* _Task objective_
In the entries, find all lines that hold the word "ORCHARD" and copy them.

* _Exercise data_
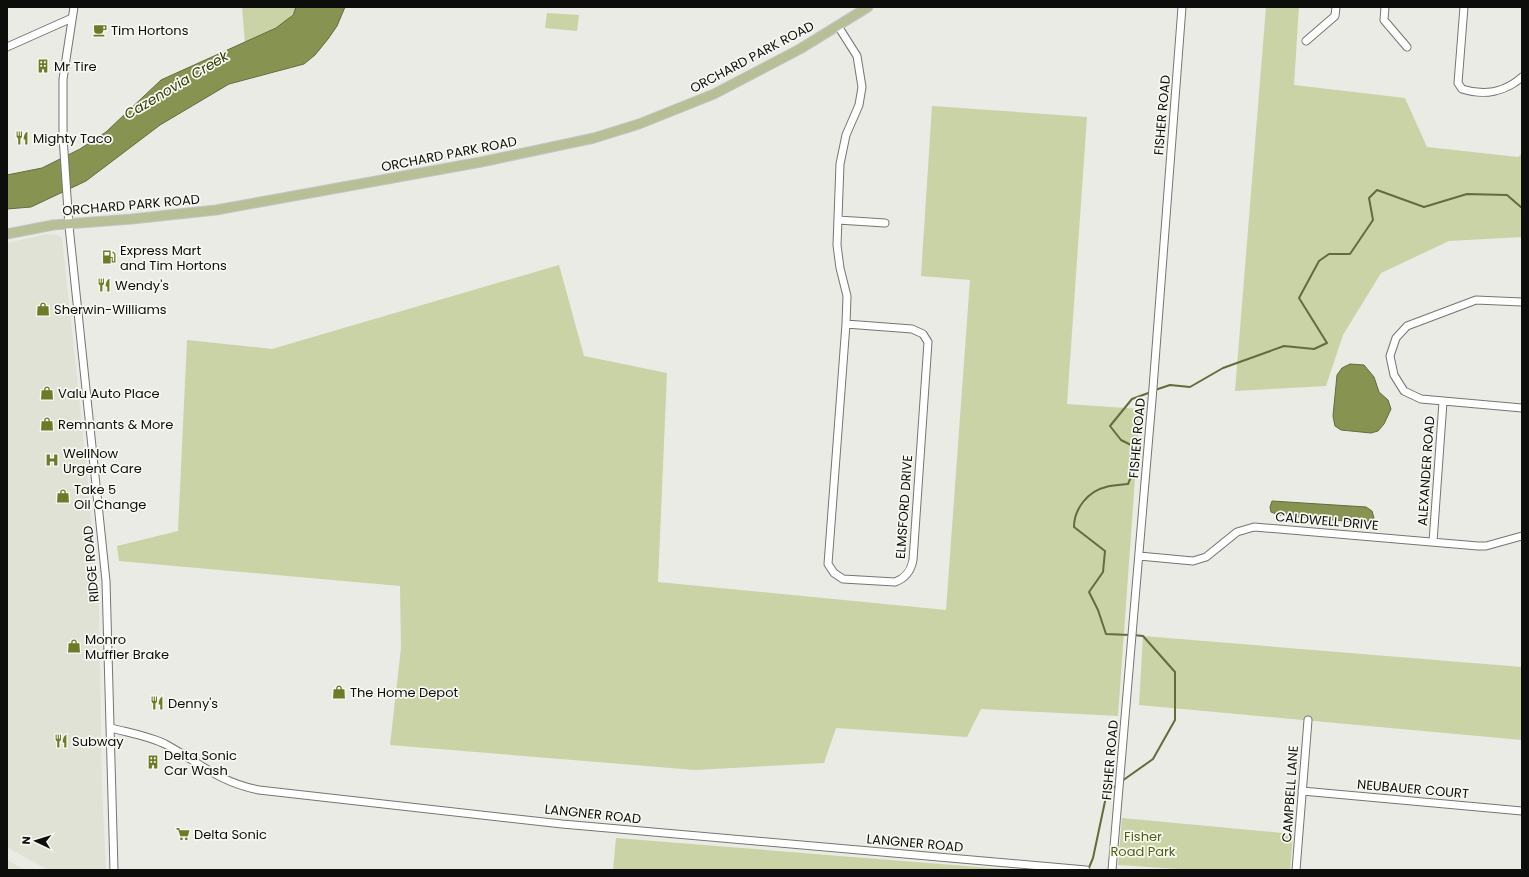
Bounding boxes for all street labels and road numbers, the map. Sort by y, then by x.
street label: ORCHARD PARK ROAD [687,16,817,98]
street label: FISHER ROAD [1149,74,1175,156]
street label: ORCHARD PARK ROAD [379,132,519,176]
street label: ORCHARD PARK ROAD [61,190,201,220]
street label: FISHER ROAD [1124,397,1150,479]
street label: ALEXANDER ROAD [1413,415,1439,527]
street label: ELMSFORD DRIVE [891,454,917,560]
street label: CALDWELL DRIVE [1275,507,1379,535]
street label: RIDGE ROAD [78,525,104,603]
street label: FISHER ROAD [1097,719,1123,801]
street label: CAMPBELL LANE [1277,745,1303,843]
street label: NEUBAUER COURT [1356,775,1470,803]
street label: LANGNER ROAD [544,799,642,829]
street label: LANGNER ROAD [866,829,964,857]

* _Solution to this task_
street label: ORCHARD PARK ROAD [687,16,817,98]
street label: ORCHARD PARK ROAD [379,132,519,176]
street label: ORCHARD PARK ROAD [61,190,201,220]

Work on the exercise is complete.